Task objective.
Where a line holds the word "symbols", copy it from the records.

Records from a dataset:
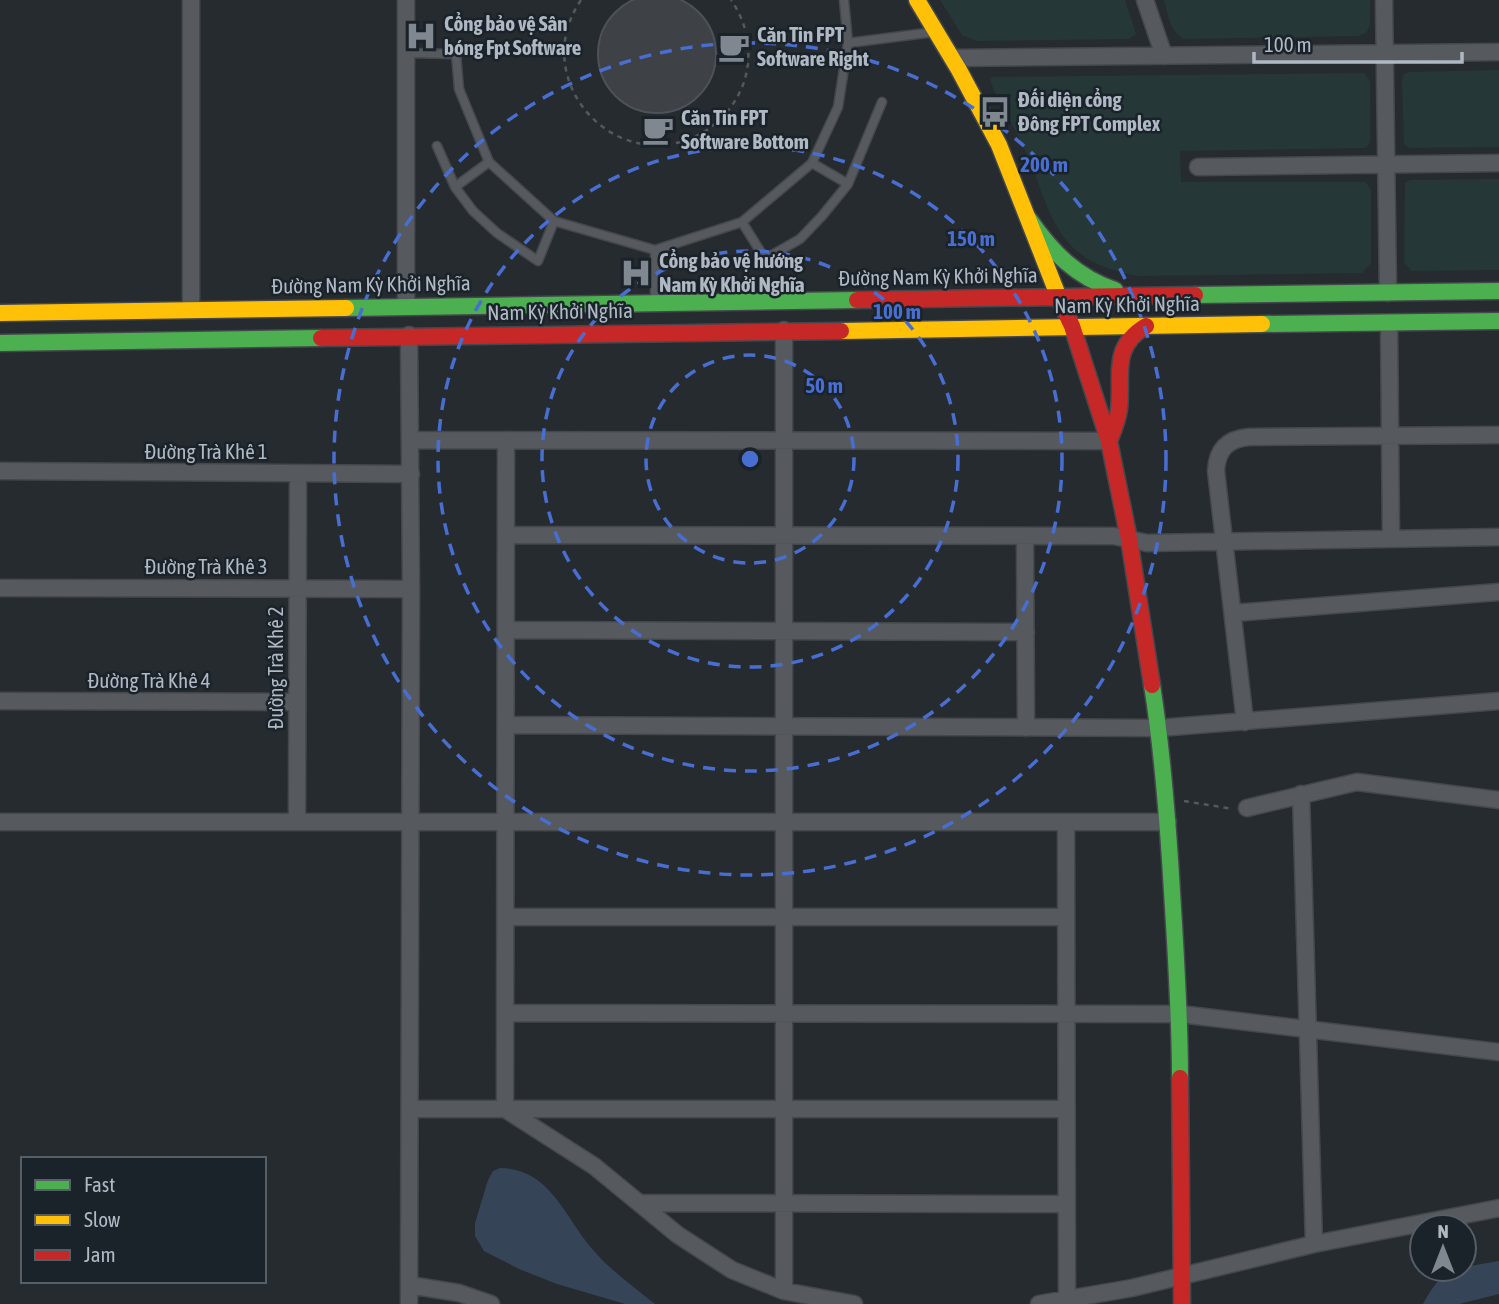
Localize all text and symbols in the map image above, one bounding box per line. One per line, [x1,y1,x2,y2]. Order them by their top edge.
place label: Cổng bảo vệ Sân bóng Fpt Software [444,11,581,59]
hospital icon: Cổng bảo vệ Sân bóng Fpt Software [404,19,438,53]
scale bar [1254,21,1462,65]
place label: Căn Tin FPT Software Right [757,22,869,70]
cafe icon: Căn Tin FPT Software Right [717,30,751,64]
text: 100 m [1264,32,1312,56]
place label: Đối diện cổng Đông FPT Complex [1018,87,1161,135]
bus stop icon: Đối diện cổng Đông FPT Complex [978,95,1012,129]
place label: Căn Tin FPT Software Bottom [681,105,809,153]
cafe icon: Căn Tin FPT Software Bottom [641,113,675,147]
text: 200 m [1020,152,1068,176]
text: 150 m [947,226,995,250]
place label: Cổng bảo vệ hướng Nam Kỳ Khởi Nghĩa [659,248,805,296]
hospital icon: Cổng bảo vệ hướng Nam Kỳ Khởi Nghĩa [619,256,653,290]
street label: Đường Nam Kỳ Khởi Nghĩa [838,262,1038,290]
street label: Đường Nam Kỳ Khởi Nghĩa [271,270,471,298]
street label: Nam Kỳ Khởi Nghĩa [1054,291,1200,317]
street label: Nam Kỳ Khởi Nghĩa [487,298,633,324]
text: 100 m [873,299,921,323]
text: 50 m [805,373,843,397]
street label: Đường Trà Khê 1 [145,439,268,463]
centre of rings [738,447,762,471]
street label: Đường Trà Khê 3 [145,554,268,578]
street label: Đường Trà Khê 2 [263,607,287,730]
street label: Đường Trà Khê 4 [88,668,211,692]
legend [21,1157,266,1283]
text: Fast [84,1172,115,1196]
text: Slow [84,1207,121,1231]
north arrow [1408,1213,1478,1283]
text: N [1437,1220,1449,1242]
text: Jam [84,1242,116,1266]

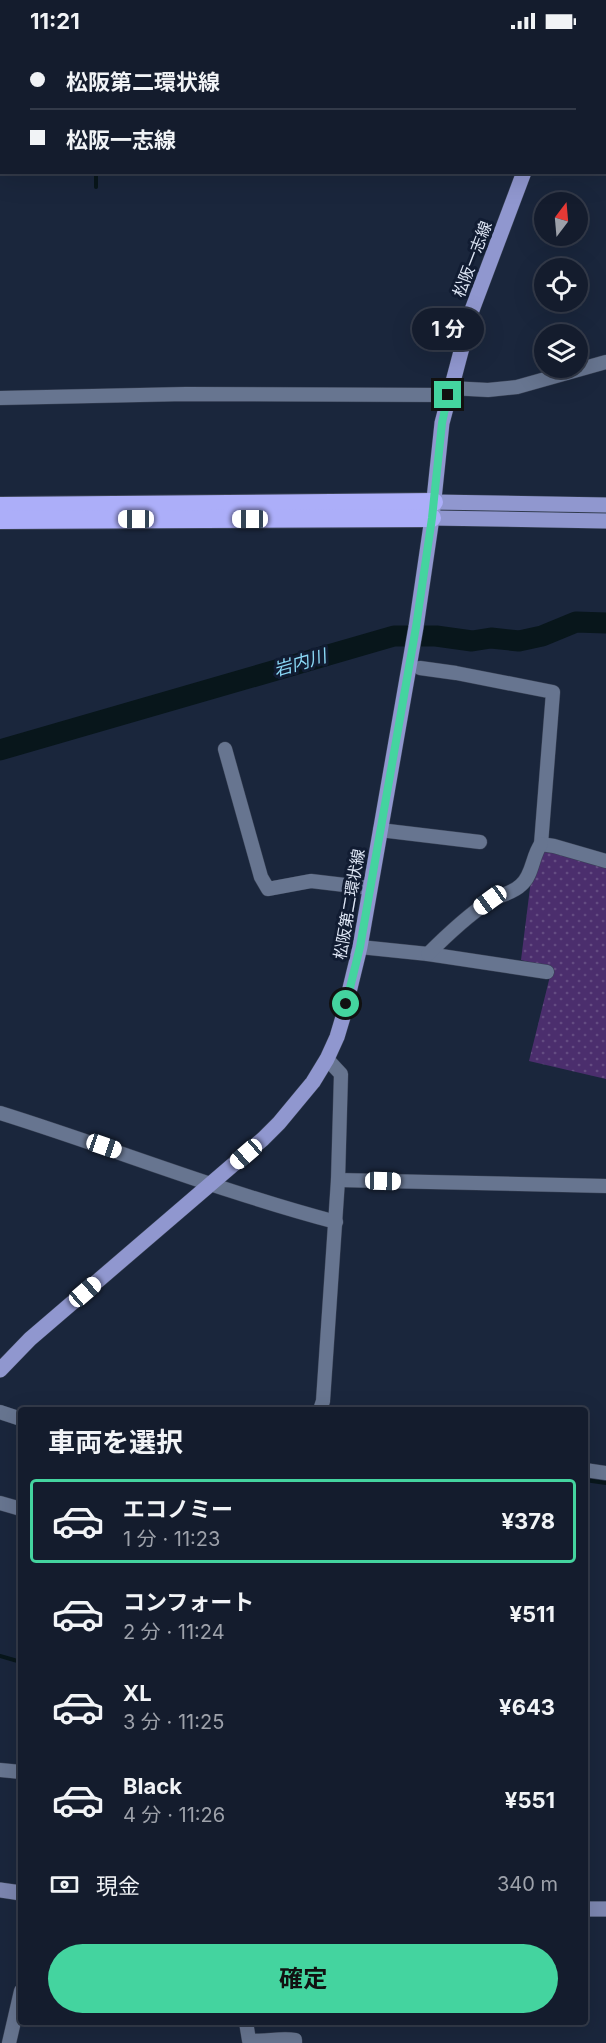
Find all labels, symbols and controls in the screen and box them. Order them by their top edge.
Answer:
text: 11:21 [30,8,80,34]
text: 松阪第二環状線 [66,69,220,95]
text: 松阪一志線 [66,127,176,153]
north arrow [534,192,588,246]
map controls [534,192,588,378]
street label: 松阪一志線 [448,218,496,300]
button: locate [534,258,588,312]
callout: 1 分 [412,308,484,350]
text: 1 分 [431,317,465,341]
button: layers [534,324,588,378]
route end [434,381,461,408]
car [118,510,154,528]
car [232,510,268,528]
water label: 岩内川 [271,644,331,680]
street label: 松阪第二環状線 [329,847,369,961]
car [470,882,510,918]
route start [332,990,359,1017]
car [84,1132,124,1160]
car [227,1135,265,1173]
car [365,1172,401,1190]
car [66,1273,104,1311]
text: 車両を選択 [48,1426,183,1459]
icon: car [51,1494,105,1548]
text: エコノミー [123,1496,233,1522]
text: ¥378 [501,1508,555,1534]
text: 1 分 · 11:23 [123,1527,220,1551]
icon: car [51,1587,105,1641]
text: コンフォート [123,1589,254,1615]
text: ¥511 [509,1601,555,1627]
text: 2 分 · 11:24 [123,1620,225,1644]
icon: car [51,1680,105,1734]
text: XL [123,1680,152,1706]
text: ¥643 [499,1694,555,1720]
text: 3 分 · 11:25 [123,1710,224,1734]
icon: car [51,1773,105,1827]
text: Black [123,1773,182,1799]
text: ¥551 [505,1787,555,1813]
text: 4 分 · 11:26 [123,1803,225,1827]
icon: cash [48,1868,81,1901]
text: 340 m [497,1872,558,1896]
text: 現金 [96,1873,140,1899]
button: 確定 [48,1944,558,2013]

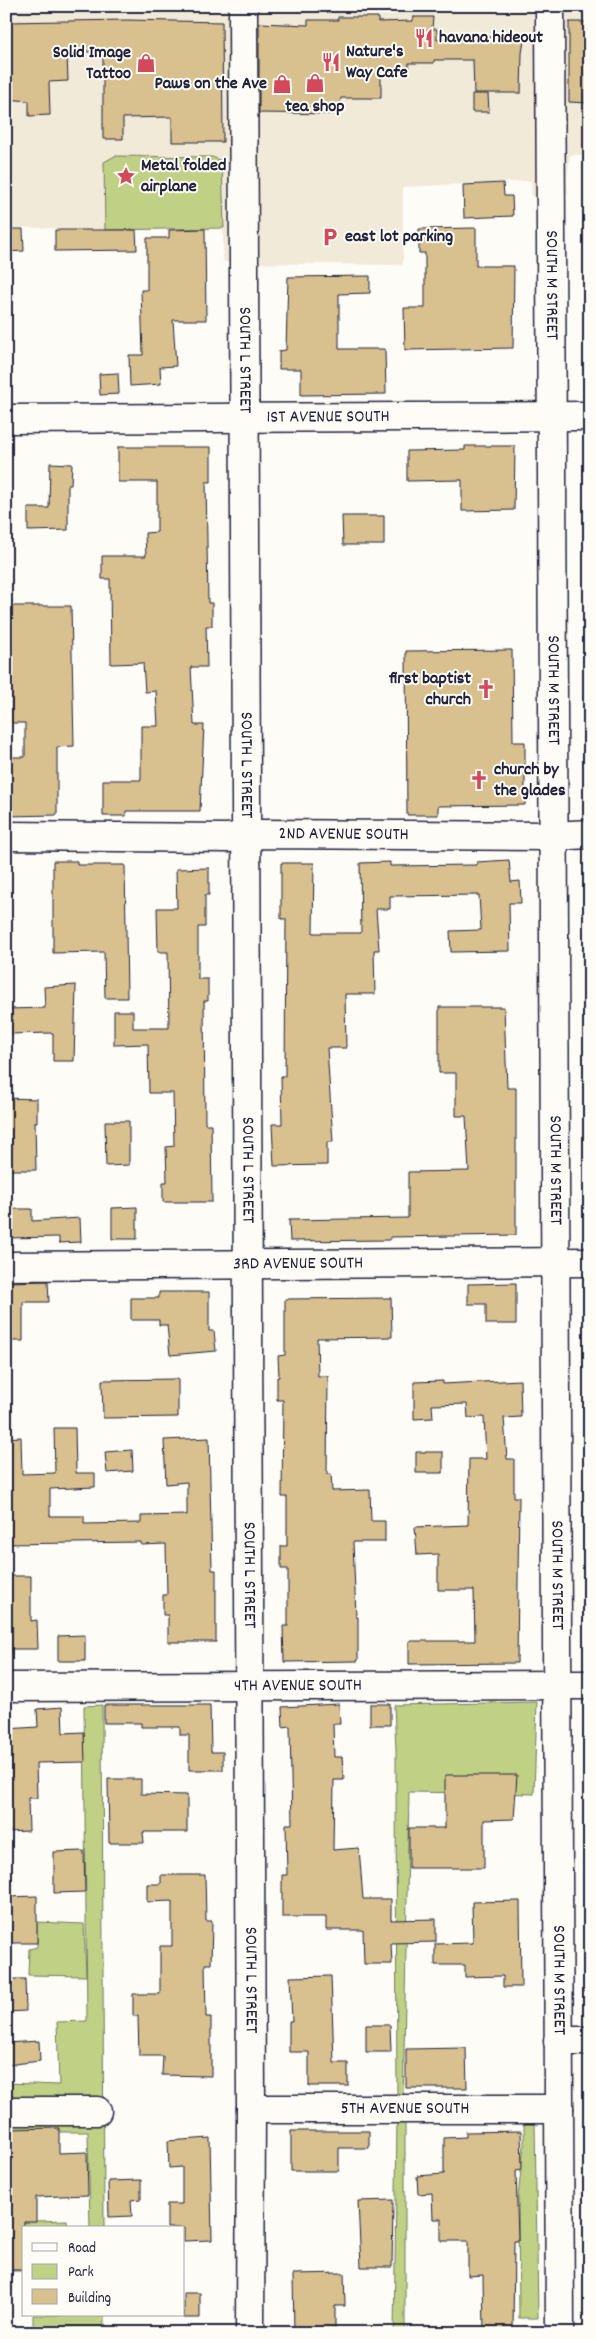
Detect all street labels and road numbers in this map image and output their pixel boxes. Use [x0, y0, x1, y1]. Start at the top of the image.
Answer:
street label: SOUTH M STREET [538, 230, 564, 340]
street label: SOUTH L STREET [232, 307, 257, 413]
street label: 1ST AVENUE SOUTH [266, 405, 390, 430]
street label: SOUTH M STREET [540, 635, 566, 745]
street label: SOUTH L STREET [233, 712, 259, 818]
street label: 2ND AVENUE SOUTH [279, 822, 409, 848]
street label: SOUTH M STREET [542, 1115, 568, 1225]
street label: SOUTH L STREET [235, 1117, 260, 1223]
street label: 3RD AVENUE SOUTH [233, 1251, 363, 1277]
street label: SOUTH M STREET [544, 1520, 569, 1630]
street label: SOUTH L STREET [236, 1522, 262, 1628]
street label: 4TH AVENUE SOUTH [234, 1673, 362, 1699]
street label: SOUTH M STREET [546, 1925, 571, 2035]
street label: SOUTH L STREET [238, 1927, 263, 2033]
street label: 5TH AVENUE SOUTH [341, 2097, 469, 2122]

Solution to this task.
Localize all text and symbols in the map image above, one bounding box per line. One per line, [x1,y1,x2,y2]. Order them by their top edge.
Find all labels, symbols and controls in the screen and box them. Order them by their top edge.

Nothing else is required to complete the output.